Exercise instructions:
Copy out the full data exactly as given; pictures should not be included.

Information:
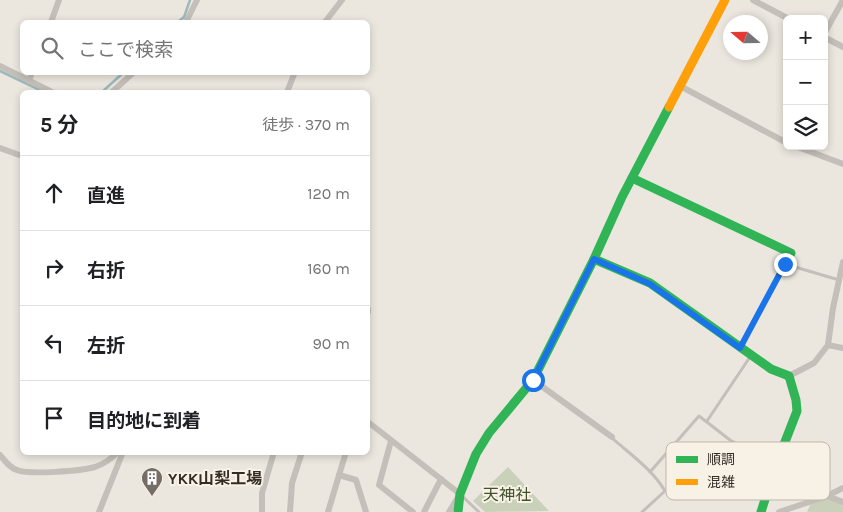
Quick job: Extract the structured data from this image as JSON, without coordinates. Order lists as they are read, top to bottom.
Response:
{
  "parks": ["天神社"],
  "places": {
    "building": ["YKK山梨工場"]
  },
  "legend": ["順調", "混雑"],
  "north": "left",
  "page": {
    "map_buttons": ["+", "−"],
    "search": "ここで検索",
    "heading": ["5 分", "徒歩 · 370 m"],
    "list": [
      ["直進", "120 m"],
      ["右折", "160 m"],
      ["左折", "90 m"],
      "目的地に到着"
    ]
  }
}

Solution for this task:
Quick job: Extract the structured data from this image as JSON, without coordinates. Order lists as they are read, top to bottom.
Response:
{
  "parks": ["天神社"],
  "places": {
    "building": ["YKK山梨工場"]
  },
  "legend": ["順調", "混雑"],
  "north": "left",
  "page": {
    "map_buttons": ["+", "−"],
    "search": "ここで検索",
    "heading": ["5 分", "徒歩 · 370 m"],
    "list": [
      ["直進", "120 m"],
      ["右折", "160 m"],
      ["左折", "90 m"],
      "目的地に到着"
    ]
  }
}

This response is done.